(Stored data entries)
++++++++++++++++++++

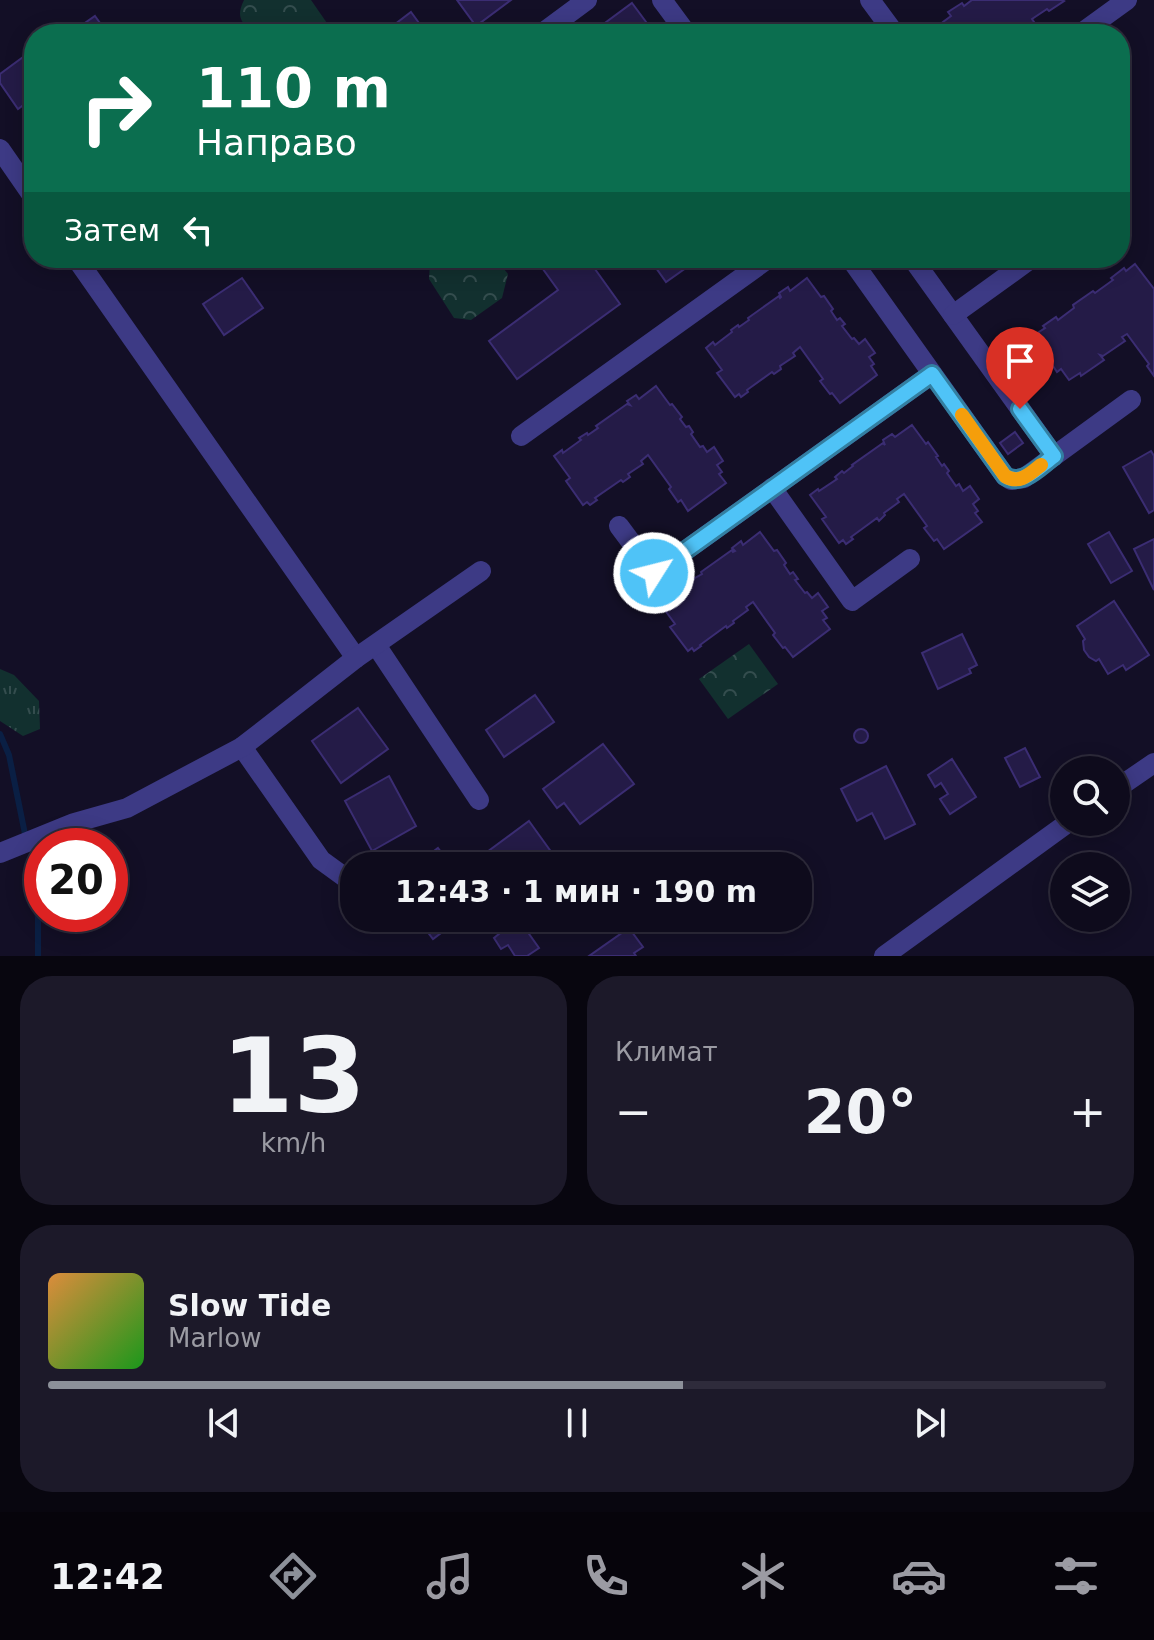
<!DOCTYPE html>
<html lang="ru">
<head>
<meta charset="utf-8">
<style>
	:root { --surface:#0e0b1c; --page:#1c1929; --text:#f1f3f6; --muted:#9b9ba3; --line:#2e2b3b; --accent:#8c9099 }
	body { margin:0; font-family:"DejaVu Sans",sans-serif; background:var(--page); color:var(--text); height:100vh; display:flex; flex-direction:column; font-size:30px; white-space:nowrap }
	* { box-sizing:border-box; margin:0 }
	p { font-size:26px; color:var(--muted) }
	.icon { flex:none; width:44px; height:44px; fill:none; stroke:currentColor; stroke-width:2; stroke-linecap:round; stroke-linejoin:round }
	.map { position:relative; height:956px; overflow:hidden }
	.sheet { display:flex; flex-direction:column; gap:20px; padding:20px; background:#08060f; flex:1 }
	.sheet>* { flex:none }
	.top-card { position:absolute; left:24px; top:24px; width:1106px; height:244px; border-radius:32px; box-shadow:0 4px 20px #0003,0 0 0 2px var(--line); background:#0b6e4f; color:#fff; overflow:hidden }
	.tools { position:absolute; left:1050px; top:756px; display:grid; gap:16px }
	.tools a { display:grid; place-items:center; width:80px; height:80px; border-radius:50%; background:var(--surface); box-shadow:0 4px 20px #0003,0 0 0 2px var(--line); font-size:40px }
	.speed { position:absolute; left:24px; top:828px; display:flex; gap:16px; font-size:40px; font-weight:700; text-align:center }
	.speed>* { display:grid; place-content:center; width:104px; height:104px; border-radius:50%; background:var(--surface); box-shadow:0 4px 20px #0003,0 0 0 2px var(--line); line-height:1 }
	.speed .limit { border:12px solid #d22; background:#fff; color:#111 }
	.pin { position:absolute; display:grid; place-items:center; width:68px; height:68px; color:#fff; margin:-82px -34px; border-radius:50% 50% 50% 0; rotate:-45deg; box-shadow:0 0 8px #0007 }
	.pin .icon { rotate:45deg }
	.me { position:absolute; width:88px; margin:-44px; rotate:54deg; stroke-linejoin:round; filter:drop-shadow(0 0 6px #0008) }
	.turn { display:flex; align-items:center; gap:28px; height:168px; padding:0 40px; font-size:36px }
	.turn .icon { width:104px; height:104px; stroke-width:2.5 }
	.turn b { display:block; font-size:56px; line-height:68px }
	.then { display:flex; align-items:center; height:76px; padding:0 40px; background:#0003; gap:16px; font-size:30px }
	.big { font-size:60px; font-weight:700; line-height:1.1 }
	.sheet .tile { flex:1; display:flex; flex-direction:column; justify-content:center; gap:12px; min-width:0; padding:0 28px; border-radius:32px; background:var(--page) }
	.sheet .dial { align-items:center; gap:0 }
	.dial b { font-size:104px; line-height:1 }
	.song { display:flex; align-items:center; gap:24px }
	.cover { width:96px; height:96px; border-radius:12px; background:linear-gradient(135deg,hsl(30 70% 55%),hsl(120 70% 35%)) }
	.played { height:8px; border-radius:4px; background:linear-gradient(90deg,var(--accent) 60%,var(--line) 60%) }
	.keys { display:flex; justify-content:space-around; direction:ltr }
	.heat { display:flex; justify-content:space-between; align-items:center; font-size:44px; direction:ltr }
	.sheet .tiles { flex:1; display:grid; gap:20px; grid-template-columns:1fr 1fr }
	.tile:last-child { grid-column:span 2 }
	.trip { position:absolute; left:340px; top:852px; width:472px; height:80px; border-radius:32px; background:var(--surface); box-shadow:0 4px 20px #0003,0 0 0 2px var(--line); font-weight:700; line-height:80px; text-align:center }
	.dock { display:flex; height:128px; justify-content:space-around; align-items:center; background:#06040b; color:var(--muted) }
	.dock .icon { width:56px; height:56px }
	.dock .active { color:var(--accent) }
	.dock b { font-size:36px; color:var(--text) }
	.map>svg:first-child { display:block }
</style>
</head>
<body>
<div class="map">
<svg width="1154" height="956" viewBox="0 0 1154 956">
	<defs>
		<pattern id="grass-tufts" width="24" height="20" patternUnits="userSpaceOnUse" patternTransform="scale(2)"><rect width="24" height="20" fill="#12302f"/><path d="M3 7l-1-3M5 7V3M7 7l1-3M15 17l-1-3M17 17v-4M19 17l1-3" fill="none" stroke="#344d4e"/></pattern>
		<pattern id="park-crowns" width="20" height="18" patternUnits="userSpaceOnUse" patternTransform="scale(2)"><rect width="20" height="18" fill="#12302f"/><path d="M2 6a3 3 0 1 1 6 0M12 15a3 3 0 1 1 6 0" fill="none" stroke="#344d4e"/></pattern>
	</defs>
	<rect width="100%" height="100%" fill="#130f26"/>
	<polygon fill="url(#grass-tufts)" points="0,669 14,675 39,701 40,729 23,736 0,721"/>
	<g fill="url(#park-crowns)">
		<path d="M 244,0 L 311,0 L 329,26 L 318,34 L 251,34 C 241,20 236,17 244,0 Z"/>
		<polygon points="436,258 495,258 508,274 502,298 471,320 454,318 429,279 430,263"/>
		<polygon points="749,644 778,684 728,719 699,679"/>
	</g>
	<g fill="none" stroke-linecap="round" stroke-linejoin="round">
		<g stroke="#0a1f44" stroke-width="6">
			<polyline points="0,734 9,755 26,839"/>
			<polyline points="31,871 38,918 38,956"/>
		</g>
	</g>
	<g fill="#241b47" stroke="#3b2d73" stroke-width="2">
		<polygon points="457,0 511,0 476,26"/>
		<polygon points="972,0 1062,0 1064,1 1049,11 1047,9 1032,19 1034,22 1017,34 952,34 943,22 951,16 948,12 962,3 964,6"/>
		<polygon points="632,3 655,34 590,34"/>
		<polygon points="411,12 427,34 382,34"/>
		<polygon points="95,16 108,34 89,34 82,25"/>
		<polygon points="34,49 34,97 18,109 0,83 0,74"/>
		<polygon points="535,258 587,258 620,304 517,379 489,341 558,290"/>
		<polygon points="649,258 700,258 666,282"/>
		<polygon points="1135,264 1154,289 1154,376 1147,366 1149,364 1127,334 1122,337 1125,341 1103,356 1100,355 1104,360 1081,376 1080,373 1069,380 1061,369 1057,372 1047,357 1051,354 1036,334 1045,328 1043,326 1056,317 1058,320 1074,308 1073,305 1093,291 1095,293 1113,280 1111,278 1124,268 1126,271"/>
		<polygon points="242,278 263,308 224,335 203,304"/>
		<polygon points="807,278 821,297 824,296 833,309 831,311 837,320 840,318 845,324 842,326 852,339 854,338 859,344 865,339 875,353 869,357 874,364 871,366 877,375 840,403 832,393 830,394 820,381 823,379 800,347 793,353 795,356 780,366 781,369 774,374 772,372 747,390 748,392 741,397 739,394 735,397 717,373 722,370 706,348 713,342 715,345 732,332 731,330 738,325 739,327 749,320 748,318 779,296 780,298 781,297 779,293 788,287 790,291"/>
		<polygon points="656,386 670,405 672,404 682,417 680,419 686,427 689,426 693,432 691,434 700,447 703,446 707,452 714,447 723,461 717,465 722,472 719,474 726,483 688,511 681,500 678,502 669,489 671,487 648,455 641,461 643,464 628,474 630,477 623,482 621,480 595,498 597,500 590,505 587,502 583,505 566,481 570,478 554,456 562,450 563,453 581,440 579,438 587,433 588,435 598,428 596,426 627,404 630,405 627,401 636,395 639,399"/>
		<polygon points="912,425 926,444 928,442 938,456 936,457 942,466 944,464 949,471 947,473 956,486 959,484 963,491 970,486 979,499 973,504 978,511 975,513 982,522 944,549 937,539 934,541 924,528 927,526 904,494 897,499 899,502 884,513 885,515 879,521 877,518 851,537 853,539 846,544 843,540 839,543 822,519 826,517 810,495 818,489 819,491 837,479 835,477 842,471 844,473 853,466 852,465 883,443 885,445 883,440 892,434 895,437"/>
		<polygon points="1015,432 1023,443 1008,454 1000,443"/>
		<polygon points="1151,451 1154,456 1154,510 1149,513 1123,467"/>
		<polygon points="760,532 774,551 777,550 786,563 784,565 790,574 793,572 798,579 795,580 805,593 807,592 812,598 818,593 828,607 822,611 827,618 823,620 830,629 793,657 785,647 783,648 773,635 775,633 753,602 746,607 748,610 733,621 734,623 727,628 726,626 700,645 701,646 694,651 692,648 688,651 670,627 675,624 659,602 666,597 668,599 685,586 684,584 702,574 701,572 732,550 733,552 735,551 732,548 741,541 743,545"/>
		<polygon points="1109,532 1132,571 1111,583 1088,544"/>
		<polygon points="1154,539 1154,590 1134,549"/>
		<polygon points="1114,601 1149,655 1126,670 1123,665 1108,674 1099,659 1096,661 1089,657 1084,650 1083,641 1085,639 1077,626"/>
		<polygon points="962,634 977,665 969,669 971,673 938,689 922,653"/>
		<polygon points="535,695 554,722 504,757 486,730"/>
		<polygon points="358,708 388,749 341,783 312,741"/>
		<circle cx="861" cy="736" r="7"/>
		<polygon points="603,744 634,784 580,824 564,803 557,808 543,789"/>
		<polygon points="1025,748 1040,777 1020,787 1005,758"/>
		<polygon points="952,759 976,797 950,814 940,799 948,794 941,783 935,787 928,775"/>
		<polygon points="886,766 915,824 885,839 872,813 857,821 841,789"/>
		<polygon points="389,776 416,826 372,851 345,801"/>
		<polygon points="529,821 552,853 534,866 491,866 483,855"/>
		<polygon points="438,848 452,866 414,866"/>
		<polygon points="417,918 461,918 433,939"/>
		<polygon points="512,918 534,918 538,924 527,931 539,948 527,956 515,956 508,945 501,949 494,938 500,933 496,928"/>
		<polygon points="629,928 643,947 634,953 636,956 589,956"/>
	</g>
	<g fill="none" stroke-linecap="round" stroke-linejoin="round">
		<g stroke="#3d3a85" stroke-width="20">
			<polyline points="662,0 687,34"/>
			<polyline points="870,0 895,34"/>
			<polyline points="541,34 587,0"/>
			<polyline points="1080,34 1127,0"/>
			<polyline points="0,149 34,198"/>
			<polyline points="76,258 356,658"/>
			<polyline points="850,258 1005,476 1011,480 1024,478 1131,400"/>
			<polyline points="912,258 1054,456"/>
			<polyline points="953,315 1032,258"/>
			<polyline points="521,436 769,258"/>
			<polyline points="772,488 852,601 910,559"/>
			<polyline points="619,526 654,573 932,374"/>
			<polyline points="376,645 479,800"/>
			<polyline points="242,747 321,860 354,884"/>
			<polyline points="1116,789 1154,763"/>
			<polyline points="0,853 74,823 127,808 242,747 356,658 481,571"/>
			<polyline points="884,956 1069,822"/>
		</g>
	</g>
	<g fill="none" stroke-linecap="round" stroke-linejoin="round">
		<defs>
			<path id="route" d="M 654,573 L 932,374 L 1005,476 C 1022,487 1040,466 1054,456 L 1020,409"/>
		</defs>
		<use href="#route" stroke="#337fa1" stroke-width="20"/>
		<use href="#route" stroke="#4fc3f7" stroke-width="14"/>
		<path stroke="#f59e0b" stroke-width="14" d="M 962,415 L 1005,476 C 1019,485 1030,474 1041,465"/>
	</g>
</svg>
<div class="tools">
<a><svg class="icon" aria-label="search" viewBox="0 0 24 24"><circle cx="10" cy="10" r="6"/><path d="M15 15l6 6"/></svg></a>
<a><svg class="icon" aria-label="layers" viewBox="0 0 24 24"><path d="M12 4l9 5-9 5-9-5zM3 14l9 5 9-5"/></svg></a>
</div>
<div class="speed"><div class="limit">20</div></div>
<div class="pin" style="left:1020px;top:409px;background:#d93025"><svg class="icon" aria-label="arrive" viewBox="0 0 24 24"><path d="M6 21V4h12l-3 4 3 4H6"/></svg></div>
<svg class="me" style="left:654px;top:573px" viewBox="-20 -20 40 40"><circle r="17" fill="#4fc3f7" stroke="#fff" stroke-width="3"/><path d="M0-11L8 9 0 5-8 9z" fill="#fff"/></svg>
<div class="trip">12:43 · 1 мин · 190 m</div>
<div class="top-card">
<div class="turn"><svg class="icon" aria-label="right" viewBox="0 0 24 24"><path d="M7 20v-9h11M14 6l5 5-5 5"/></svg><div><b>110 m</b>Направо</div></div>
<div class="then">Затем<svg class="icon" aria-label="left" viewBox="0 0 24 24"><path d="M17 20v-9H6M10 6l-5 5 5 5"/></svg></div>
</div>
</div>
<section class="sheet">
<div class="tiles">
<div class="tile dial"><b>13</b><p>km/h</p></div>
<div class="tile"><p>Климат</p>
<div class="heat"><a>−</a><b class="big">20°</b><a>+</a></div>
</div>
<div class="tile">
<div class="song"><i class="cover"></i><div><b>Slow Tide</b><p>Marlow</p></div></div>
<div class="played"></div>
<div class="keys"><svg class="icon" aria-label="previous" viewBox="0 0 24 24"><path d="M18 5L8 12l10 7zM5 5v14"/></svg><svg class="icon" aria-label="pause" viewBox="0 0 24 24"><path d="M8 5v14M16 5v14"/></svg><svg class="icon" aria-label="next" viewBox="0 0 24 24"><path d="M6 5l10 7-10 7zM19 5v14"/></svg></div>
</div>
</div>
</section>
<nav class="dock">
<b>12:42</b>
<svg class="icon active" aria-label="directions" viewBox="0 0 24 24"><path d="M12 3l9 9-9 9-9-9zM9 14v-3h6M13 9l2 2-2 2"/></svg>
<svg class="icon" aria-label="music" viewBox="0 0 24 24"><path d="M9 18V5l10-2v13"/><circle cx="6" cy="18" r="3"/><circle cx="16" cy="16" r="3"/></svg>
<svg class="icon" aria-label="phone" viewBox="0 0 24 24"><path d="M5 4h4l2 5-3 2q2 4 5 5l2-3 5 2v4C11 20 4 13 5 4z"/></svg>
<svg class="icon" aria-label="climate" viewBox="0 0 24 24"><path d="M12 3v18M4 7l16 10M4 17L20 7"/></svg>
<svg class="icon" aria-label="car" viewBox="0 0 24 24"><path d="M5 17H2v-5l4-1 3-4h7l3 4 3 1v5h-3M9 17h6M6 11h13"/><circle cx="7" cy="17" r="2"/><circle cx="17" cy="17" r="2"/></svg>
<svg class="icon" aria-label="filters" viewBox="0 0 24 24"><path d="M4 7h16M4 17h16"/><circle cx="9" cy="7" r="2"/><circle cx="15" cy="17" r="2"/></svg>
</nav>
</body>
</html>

++++++++++++++++++++

▶ [WORK REQUIRED]:
If the string "body" appears in a line of the entries, report the line.

▶ [REPLY]:
	body { margin:0; font-family:"DejaVu Sans",sans-serif; background:var(--page); color:var(--text); height:100vh; display:flex; flex-direction:column; font-size:30px; white-space:nowrap }
<body>
</body>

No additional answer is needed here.